The aortic ring tissue was pre-incubated with L-NAME, an endothelial nitric oxide synthase inhibitor, to evaluate whether endothelial factors were released. The results show that the use of 10⁻⁴ M L-NAME for pre-incubation with the aortic rings significantly decreased the vascular relaxation to 100 μg/mL A. dentata extract concentration (Figure 5A,B). The values for 2 log μg extract/mL (100 μg/mL) were 44 ± 4% control versus 5 ± 3% L-NAME, p < 0.001. In addition, the values for 3 log μg/mL (1000 μg/mL) extract were 77 ± 7% control vs. 14 ± 3% L-NAME, p < 0.001 (Figure 5C). The pIC₅₀ of L-NAME vs. control was not significantly different (Table 5).

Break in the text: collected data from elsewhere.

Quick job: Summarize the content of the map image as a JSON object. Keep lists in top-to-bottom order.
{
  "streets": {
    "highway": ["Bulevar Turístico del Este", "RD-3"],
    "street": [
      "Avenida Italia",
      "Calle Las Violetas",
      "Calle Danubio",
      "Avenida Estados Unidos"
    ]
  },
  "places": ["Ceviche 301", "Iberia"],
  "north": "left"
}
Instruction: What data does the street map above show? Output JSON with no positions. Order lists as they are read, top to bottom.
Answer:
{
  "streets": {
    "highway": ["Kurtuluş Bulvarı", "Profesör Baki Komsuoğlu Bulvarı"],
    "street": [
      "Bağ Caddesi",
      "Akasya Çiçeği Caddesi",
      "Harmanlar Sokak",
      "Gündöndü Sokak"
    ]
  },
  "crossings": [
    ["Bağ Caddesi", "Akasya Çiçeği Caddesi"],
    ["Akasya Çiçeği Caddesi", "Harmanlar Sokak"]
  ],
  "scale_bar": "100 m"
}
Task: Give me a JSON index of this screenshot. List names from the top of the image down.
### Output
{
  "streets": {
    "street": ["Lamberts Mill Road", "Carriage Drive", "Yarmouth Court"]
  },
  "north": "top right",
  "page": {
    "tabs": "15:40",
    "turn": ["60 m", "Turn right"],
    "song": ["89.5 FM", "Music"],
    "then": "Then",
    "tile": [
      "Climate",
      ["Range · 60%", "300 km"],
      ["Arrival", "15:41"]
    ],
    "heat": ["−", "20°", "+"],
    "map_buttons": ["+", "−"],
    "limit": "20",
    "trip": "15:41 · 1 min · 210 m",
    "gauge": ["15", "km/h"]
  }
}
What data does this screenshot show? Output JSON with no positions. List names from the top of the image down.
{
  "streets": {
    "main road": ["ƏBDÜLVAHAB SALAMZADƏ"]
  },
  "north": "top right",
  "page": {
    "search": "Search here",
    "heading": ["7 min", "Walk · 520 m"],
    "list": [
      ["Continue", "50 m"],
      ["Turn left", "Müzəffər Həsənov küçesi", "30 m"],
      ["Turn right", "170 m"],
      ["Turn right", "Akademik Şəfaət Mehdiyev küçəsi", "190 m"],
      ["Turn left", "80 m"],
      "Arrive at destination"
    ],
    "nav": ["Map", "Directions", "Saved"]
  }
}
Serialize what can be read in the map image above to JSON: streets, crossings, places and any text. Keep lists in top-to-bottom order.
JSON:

The denudation of the endothelium in aortic rings reduced the vascular relaxation induced by A. dentata in the vascular tissue pre-contracted with PE. These results suggest that the extract produces relaxation in intact rat aorta mediated by the release of factors, such as NO, from the vascular endothelium and vascular smooth muscle [69]. Certainly, the pre-incubation of the rat aorta with an inhibitor of endothelial nitric oxide synthase (L-NAME) reduced the relaxation induced by A. dentata, strongly suggesting that the nitric oxide (NO) pathway produced the response in some way. Therefore, these findings suggest that A. dentata shows a potential hypotensive effect.

4. Conclusions

In this study, the proximal analysis, the metal content, plus the chemical profile of the native berry Azara dentata is reported. The phenolic fingerprinting was investigated using UHPLC-PDA-Q-TOF-MS, and twenty-seven metabolites were detected, and of those, eleven detected compounds were assigned to phenolic acids, (peak 1–3, 6–8, 12, 15, 17, 18, and 24), seven to flavonoids (peaks 4, 11, 14, 16, 18, 19, and 20), one to a flavanol (peak 13), two to coumarins (peaks 5 and 27), five to cyanidins (peaks 21–26), and one to quinone (peak 9) for the first time. In addition, the content of phenolic and flavonoid compounds plus the antioxidant activity using different methods, including a strong inhibition of lipoperoxidation in human erythrocytes with an IPLP of 98% at 50 µg of A. dentata extract/mL compared to catechin, and the inhibition of different enzymes related to noncommunicable diseases such as metabolic syndrome and Alzheimer´ disease (AChE, BChE, tyrosinase, amylase, glucosidase, and lipase) are reported for the first time. The amylase inhibition was IC₅₀ 5.6 ± 0.0, more potent than standard acarbose, while for tyrosinase, it was found to be a good inhibitor, with IC₅₀ 9.25 ± 0.15, as well as for cholinesterases (IC₅₀ 2.87± 0.23 and IC₅₀ 6.73 ± 0.07 for AChE and BChE, respectively). Furthermore, the A. dentata extract showed 50-60% relaxation in rat aorta mediated thorough the release of endothelial nitric oxide, so it has potential for use in the treatment of hypertension as a dietary supplement. These findings are important to position these neglected fruits as interesting sources of phenolic compounds and as fruits with nutritional and health-promoting properties. The study highlights the nutritional benefits of these fruits and could boost their consumption.